3034 KM ET 2 PAIRES DE CHAUSSETTES

L’idée de partir marcher sur l’Hexatrek était dans un coin de ma tête depuis que j’avais entendu parler de ce projet de rando deux ans auparavant. Mais partir aussi longtemps me paraîssait utopique… C’est grâce à l’équation d’un printemps très calme côté boulot et d’une suspension de permis que je me suis décidé courant mai 2023 de partir dès la fin du mois marcher sur l’Hexatrek.
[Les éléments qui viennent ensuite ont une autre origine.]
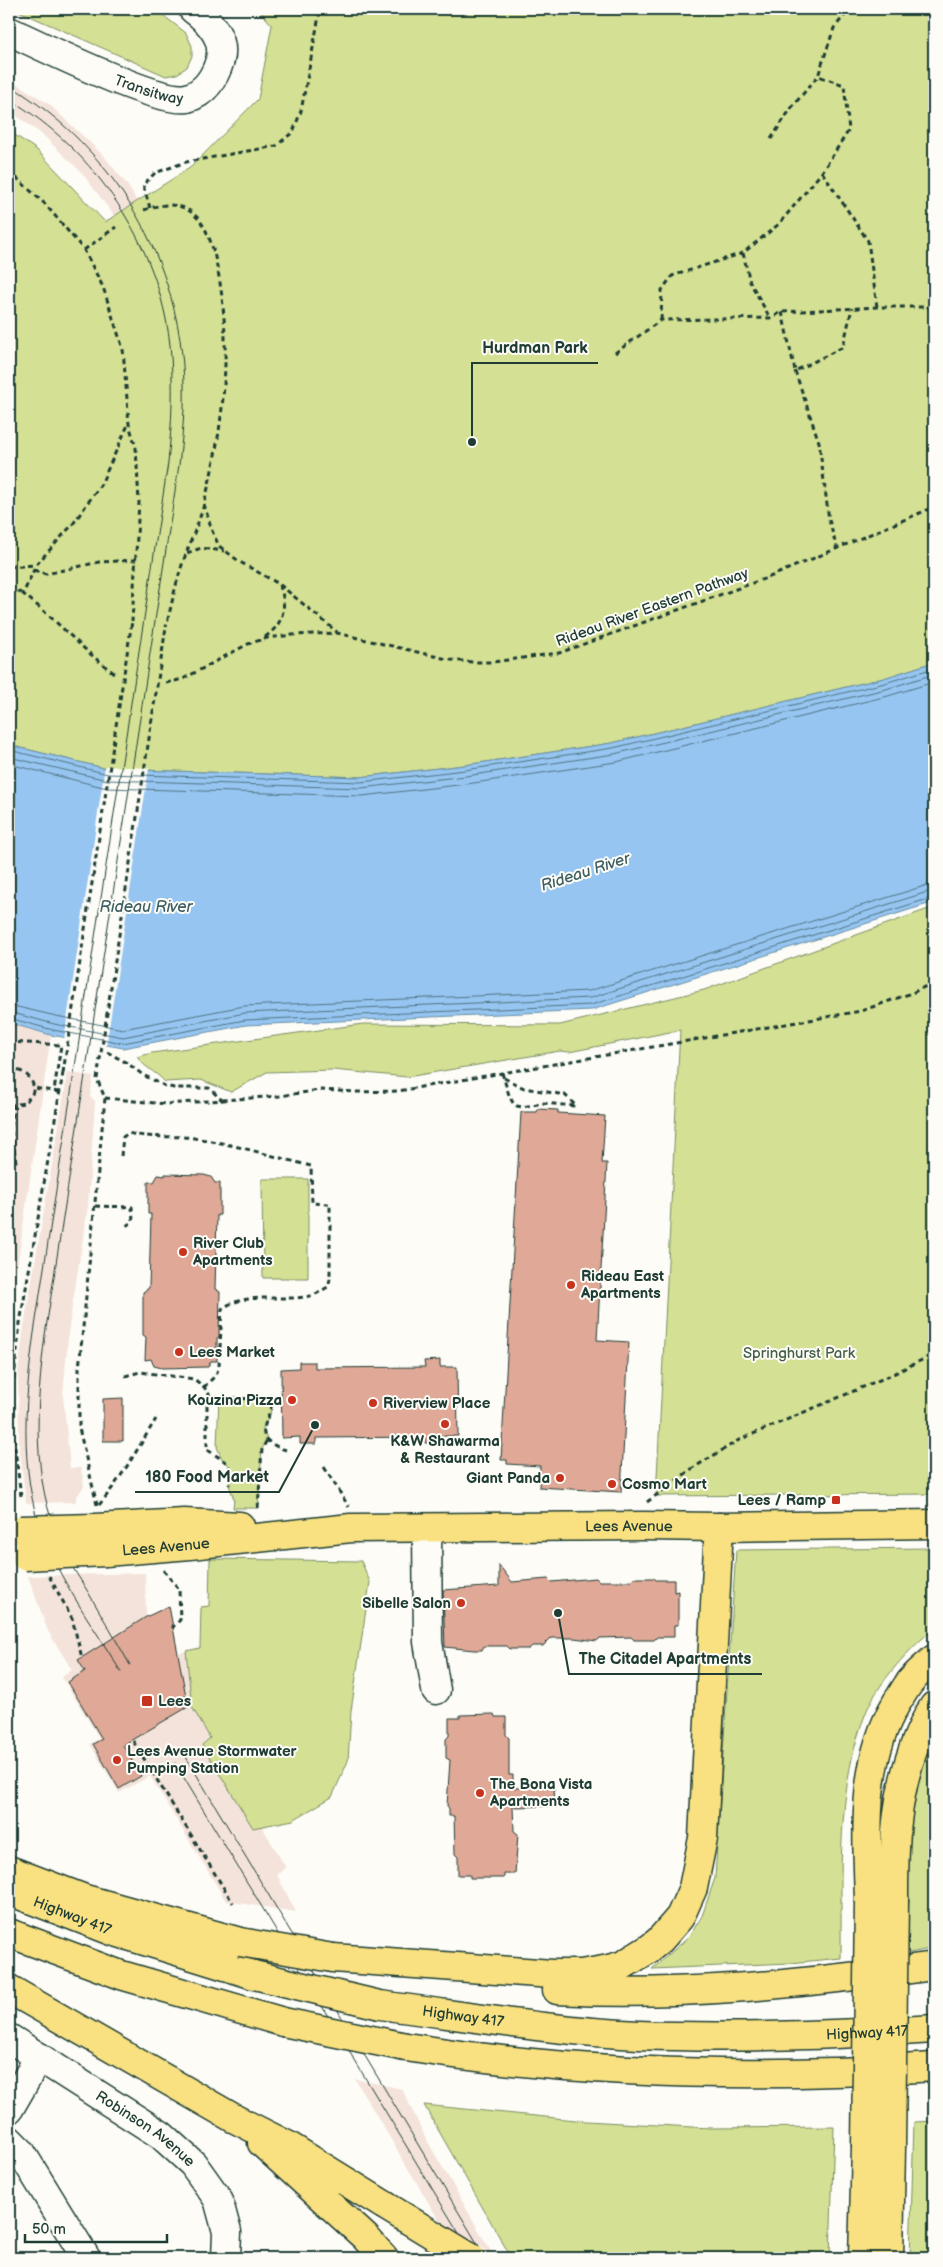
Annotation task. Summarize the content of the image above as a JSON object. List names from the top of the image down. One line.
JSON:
{"streets":{"main road":["Lees Avenue","Highway 417"],"street":["Transitway","Robinson Avenue"],"path":["Rideau River Eastern Pathway"]},"water":["Rideau River"],"parks":["Springhurst Park"],"places":{"other":["Hurdman Park","River Club Apartments","Rideau East Apartments","Lees Market","Kouzina Pizza","Riverview Place","K&W Shawarma & Restaurant","180 Food Market","Giant Panda","Cosmo Mart","Sibelle Salon","The Citadel Apartments","Lees Avenue Stormwater Pumping Station","The Bona Vista Apartments"],"transit":["Lees / Ramp","Lees"]},"scale_bar":"50 m"}
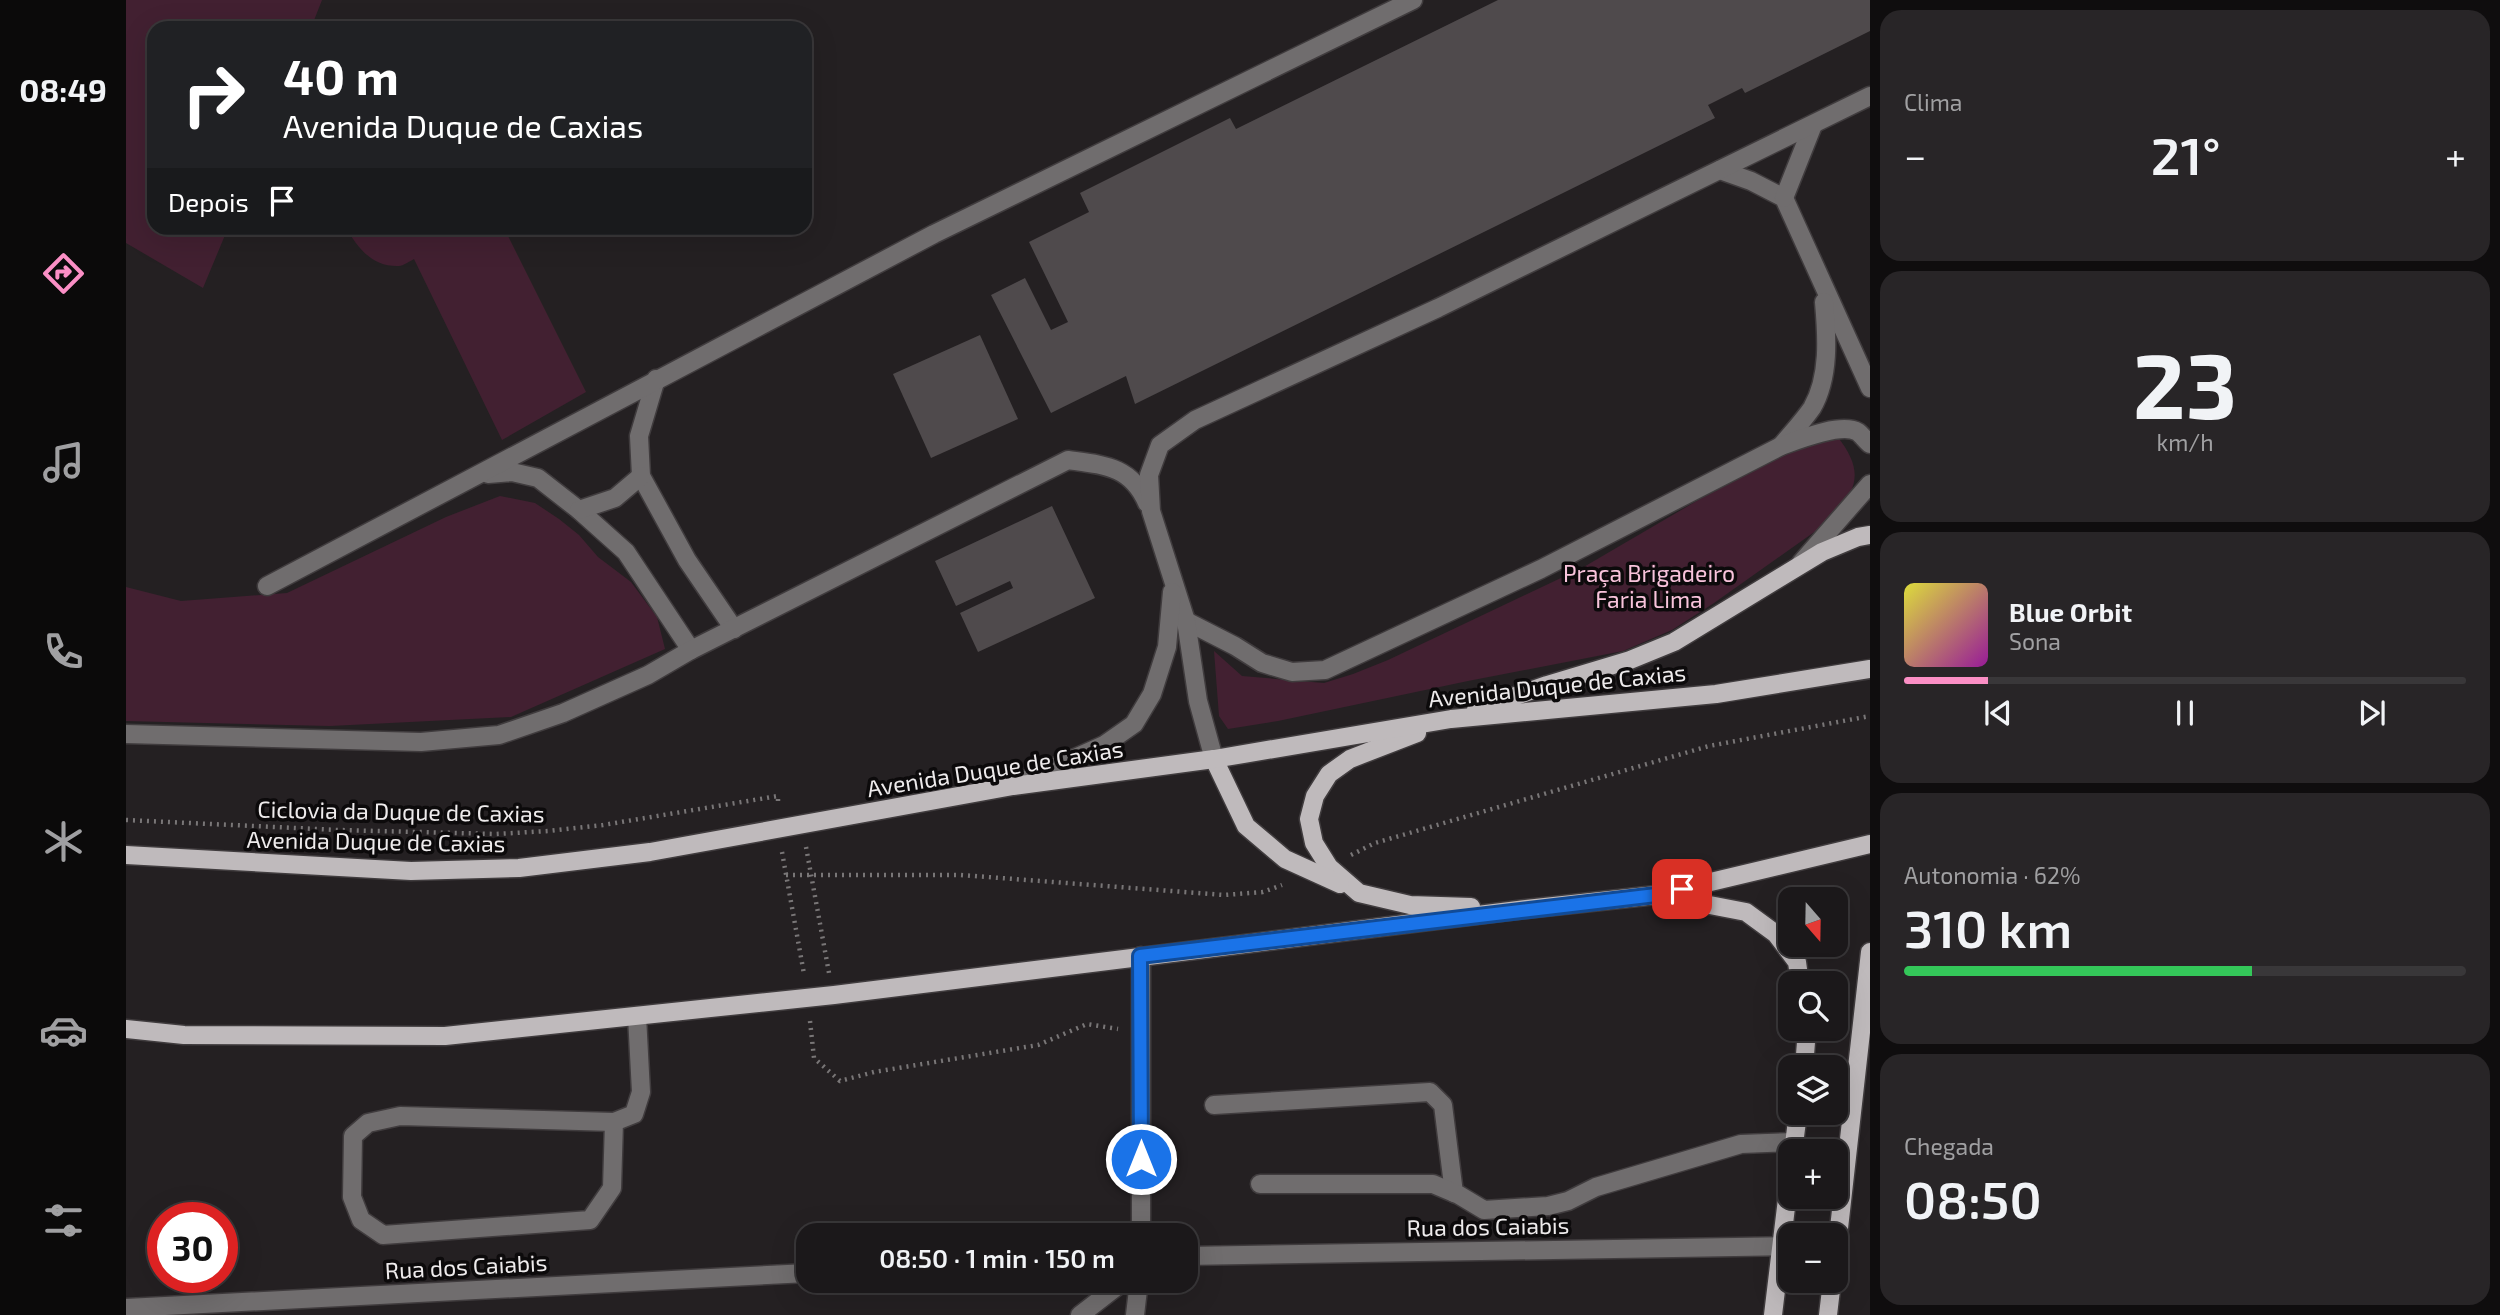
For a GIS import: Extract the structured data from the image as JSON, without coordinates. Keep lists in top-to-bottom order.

L’expérience de plusieurs longues rando (traversées des Pyrénées, de la Corse et des Alpes à pied, ainsi que plusieurs traversées de la France à vélo), m’a permis de partir sans aucun entraînement spécifique (l’entraînement physique se fait les premières semaines, il faut juste pas trop forcer au début et accepter de laisser passer le temps des douleurs). Mes anciennes aventures m’ont permis également de savoir quel matériel me convient de prendre. J’aime être léger et minimaliste.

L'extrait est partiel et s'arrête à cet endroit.